What this task involves: Please repeat the entire listing verbatim and keep the pictures out.

Information shown:
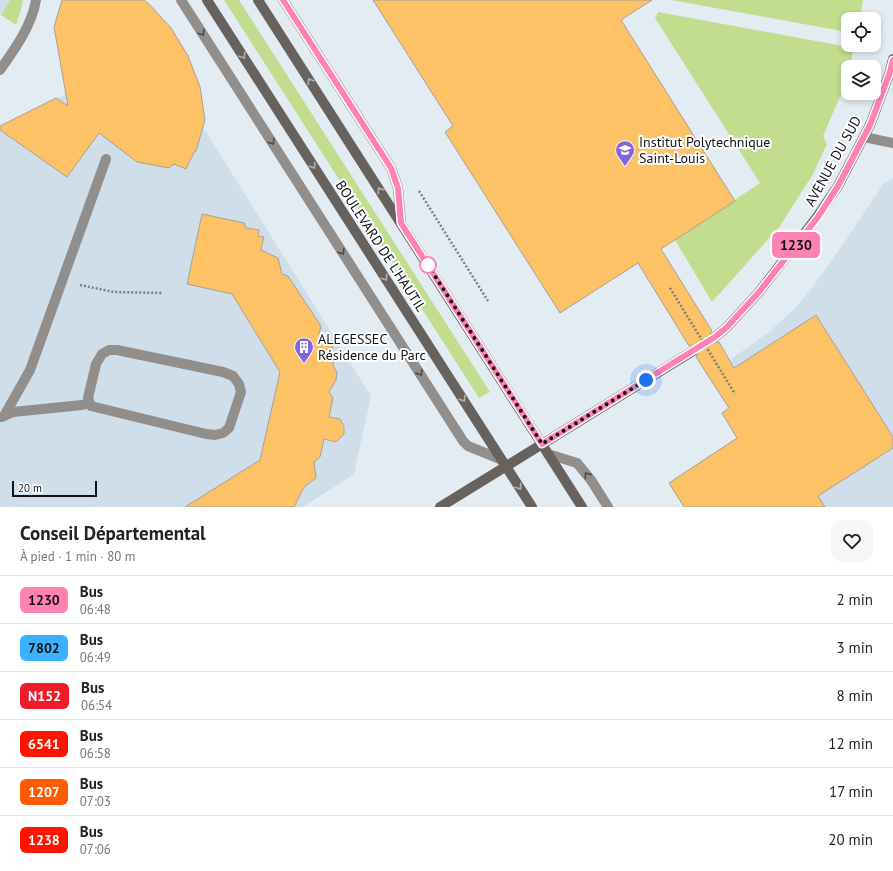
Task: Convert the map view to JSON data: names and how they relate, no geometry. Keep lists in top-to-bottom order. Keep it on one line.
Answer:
{"streets":{"main road":["AVENUE DU SUD","BOULEVARD DE L'HAUTIL"]},"places":{"school or university":["Institut Polytechnique Saint-Louis"],"building":["ALEGESSEC Résidence du Parc"]},"lines":["bus line 1230"],"scale_bar":"20 m","page":{"on_map":"1230","scale":"20 m","heading":["Conseil Départemental","À pied · 1 min · 80 m"],"list":[{"mark":"1230","name":"Bus","note":"06:48","value":"2 min"},{"mark":"7802","name":"Bus","note":"06:49","value":"3 min"},{"mark":"N152","name":"Bus","note":"06:54","value":"8 min"},{"mark":"6541","name":"Bus","note":"06:58","value":"12 min"},{"mark":"1207","name":"Bus","note":"07:03","value":"17 min"},{"mark":"1238","name":"Bus","note":"07:06","value":"20 min"}]}}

Response below:
Task: Convert the map view to JSON data: names and how they relate, no geometry. Keep lists in top-to-bottom order. Keep it on one line.
Answer:
{"streets":{"main road":["AVENUE DU SUD","BOULEVARD DE L'HAUTIL"]},"places":{"school or university":["Institut Polytechnique Saint-Louis"],"building":["ALEGESSEC Résidence du Parc"]},"lines":["bus line 1230"],"scale_bar":"20 m","page":{"on_map":"1230","scale":"20 m","heading":["Conseil Départemental","À pied · 1 min · 80 m"],"list":[{"mark":"1230","name":"Bus","note":"06:48","value":"2 min"},{"mark":"7802","name":"Bus","note":"06:49","value":"3 min"},{"mark":"N152","name":"Bus","note":"06:54","value":"8 min"},{"mark":"6541","name":"Bus","note":"06:58","value":"12 min"},{"mark":"1207","name":"Bus","note":"07:03","value":"17 min"},{"mark":"1238","name":"Bus","note":"07:06","value":"20 min"}]}}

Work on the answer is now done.